Another day, another procedure, another tension filled wait.
There’s a strange mixture of silence and buzz that happens in a hospital cafeteria. It’s not really a silence, but a nervous calm. Hard to describe, but a feeling I’ve become accustomed to with all the times I have waited while Mike is getting one procedure or another or simply just recovering. There’s a low hum of doctors and nurses grabbing a quick coffee as they pass through or the clicks of a key board where somebody is tapping away. An occasional laugh or sneeze or a muffled conversation of a visitor on their cell phone. But underneath it all is a stillness, like everyone is holding their breath in unspoken solidarity.
I’m sitting at a little table with 3 empty chairs next to me. Drinking an iced tea and eating a ham & cheese wrap that I barely remember ordering. I was reading a book that I brought along and then realized I had no recollection of anything I read, even though I read the same page twice.
I finished my lunch and moved to the family waiting area. Just 30 minutes ago, the nurse came into the prep area where Mike and I were together, and took him downstairs to the cardiac catheter lab. I’m picturing him in a sterile room, machines and monitors beeping, while the doctor directs the wire through his arteries and watches the dye going through them on the monitor screen. The last time Mike had this done in 2021, was after I had waited a short time in the waiting room of a doctor’s office while he had a stress test. I expected the nurse to wheel him out or see him walk out after a half hour or so and we’d be on our way, but instead, the nurse came out, told me he had 95% blockage in 3 arteries and needed to have stents put in immediately.

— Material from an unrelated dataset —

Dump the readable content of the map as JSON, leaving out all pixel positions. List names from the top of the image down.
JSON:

He was quickly moved to another room, prepped and whisked off to the operating room. He did well with that procedure and I’m praying today finds no blockages and he will be ok. The recent scans he has had were inconclusive and that is why this cardiac catheter was ordered.This procedure usually has few complications, but they won’t know until they are in there whether another stent may be necessary or if he’s good to go. I’m trying to keep the faith and not be nervous but Mike is in the poorest health of his life right now and complications are not new to him. Anything he has done is a bit nerve racking.

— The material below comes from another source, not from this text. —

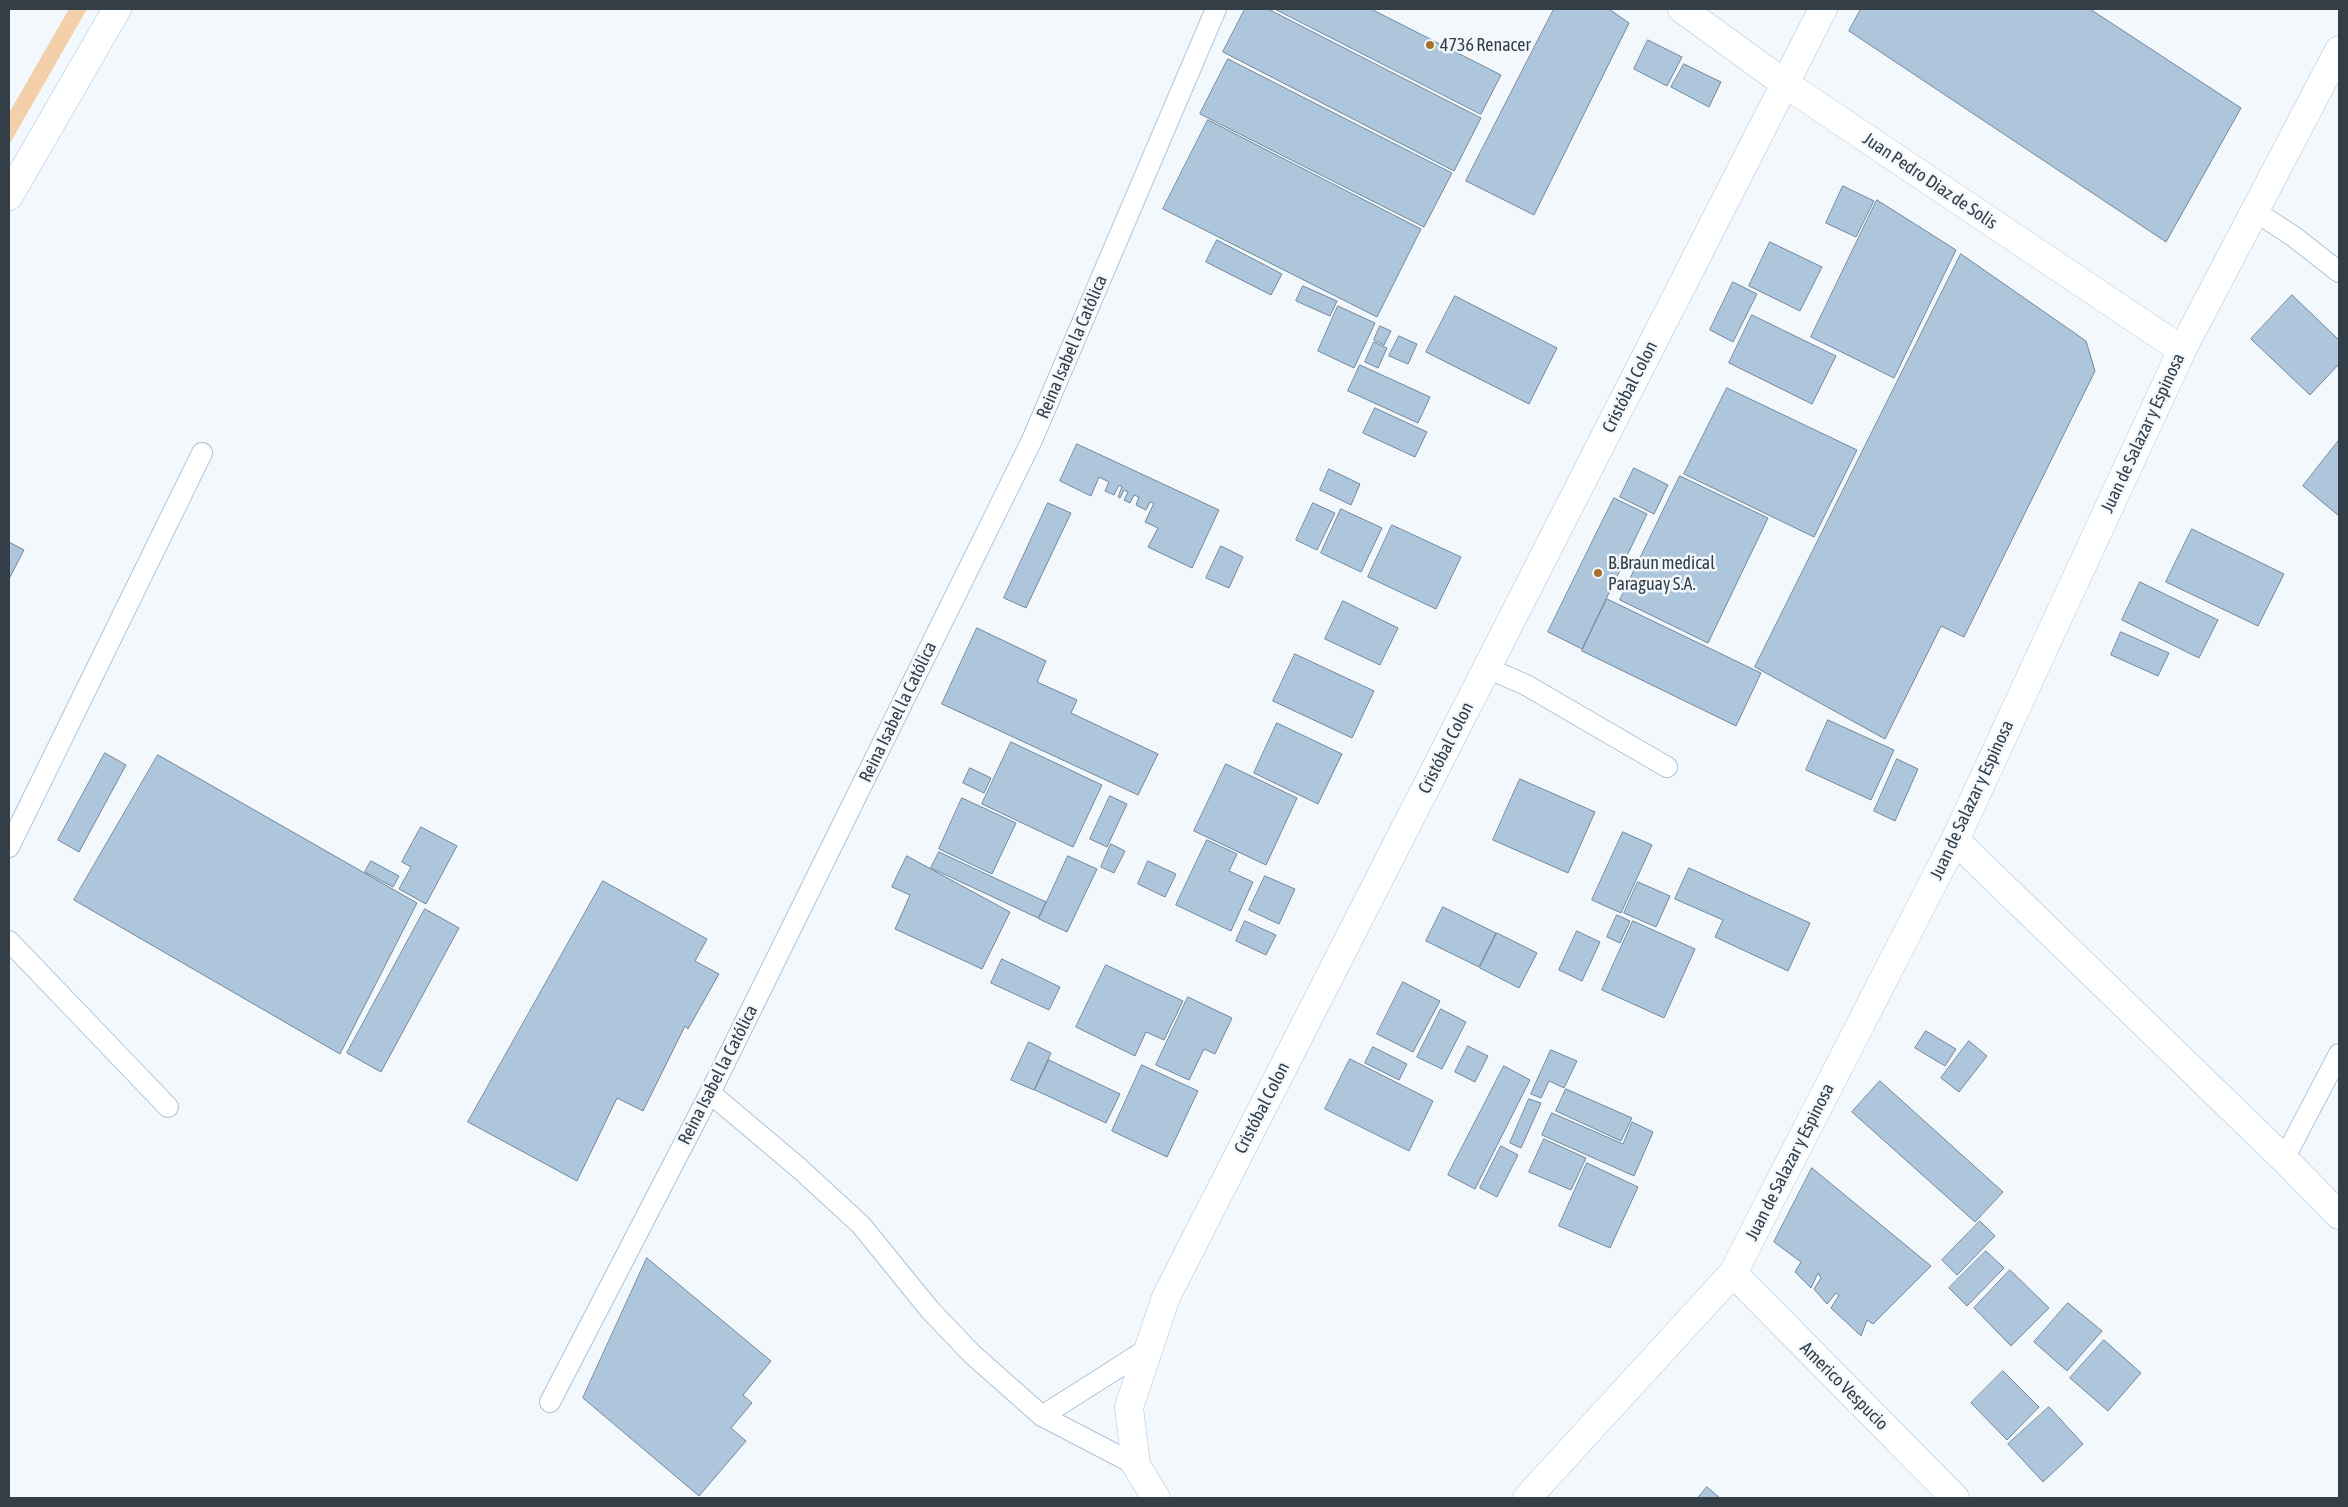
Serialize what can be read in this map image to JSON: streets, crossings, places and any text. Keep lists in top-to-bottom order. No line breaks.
{"streets":{"street":["Juan Pedro Diaz de Solis","Cristóbal Colon","Juan de Salazar y Espinosa","Americo Vespucio"],"lane":["Reina Isabel la Católica"]},"crossings":[["Juan Pedro Diaz de Solis","Cristóbal Colon"],["Juan Pedro Diaz de Solis","Juan de Salazar y Espinosa"],["Juan de Salazar y Espinosa","Americo Vespucio"]],"places":["4736 Renacer","B.Braun medical Paraguay S.A."]}
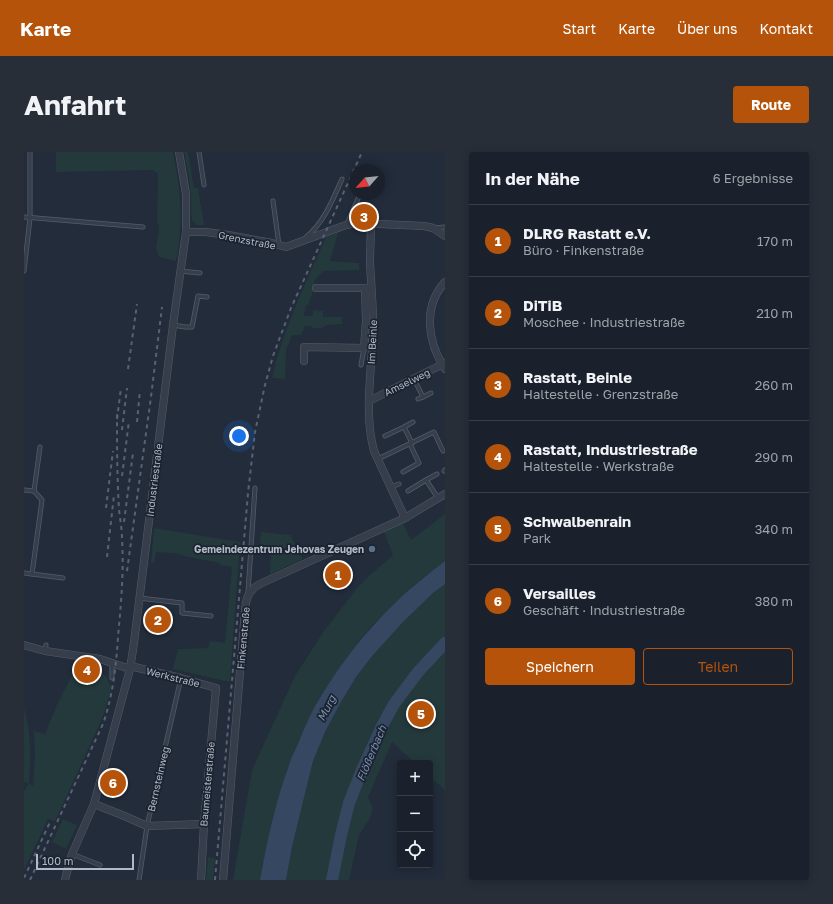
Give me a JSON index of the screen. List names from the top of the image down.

There is a man in the waiting room, sitting a few chairs away from me, he’s reading a book and I wonder if he too has read the same sentence, paragraph or page over and over as I did. I wonder who he is waiting to hear about? I just stopped typing this blog for a minute to quietly pray that he has a sense of calm, that his thoughts don’t wonder on the what ifs the way mine have here and there. I prayed that whoever he is waiting for will have a good outcome, just like I prayed for Mike.
There is a helplessness in this kind of waiting. You give your trust to strangers in scrubs and hope they treat the one you love as their own. I do know God is in control though and I prayed he would guide the surgeon’s hands. I prayed several times before they took him, again in the elevator, again in the cafe and a few times in the waiting room. I don’t think God minds the repetition, I know he understands what it means to have a heart stretched thin by love and fear at the same time.

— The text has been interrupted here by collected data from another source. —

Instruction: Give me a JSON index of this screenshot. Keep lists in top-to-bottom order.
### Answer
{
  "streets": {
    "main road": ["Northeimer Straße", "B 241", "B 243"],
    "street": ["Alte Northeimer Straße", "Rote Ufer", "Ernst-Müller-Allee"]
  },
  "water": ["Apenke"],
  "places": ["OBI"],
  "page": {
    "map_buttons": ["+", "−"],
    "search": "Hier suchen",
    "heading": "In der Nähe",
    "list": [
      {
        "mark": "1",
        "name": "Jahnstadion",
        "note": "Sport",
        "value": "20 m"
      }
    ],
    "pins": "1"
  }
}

My “Peanuts” theme ring tone rang out, breaking up the eerie silence of the waiting room, I answered quickly to eagerly hear the outcome. The doctor said Mike did very well (Thank God), he did have a 90% blockage in the artery between the other ones that already have stents. They placed a fourth stent and he has to go back on Plavix. The good news is, the 3 previous stents look great.
Another phone call from Marcia, Mike’s nurse, she told me to meet her at the double doors where she left me last and she’d bring me back to where Mike was recovering. I followed her down the hall, through the locked door that she opened with her badge. She pulled the curtain back and there he was, my love. A bit pale, maybe a bit sleepy, wires connected to leads on his chest to the monitor above his head. He had the crease in his forehead, above his eyes and nose that tells me when he’s in some pain, but there he was, his blue eyes with heavy lids, assuring me that once again, God answered prayer and Mike is still with me, on this side of Heaven. Whew…I can breathe again.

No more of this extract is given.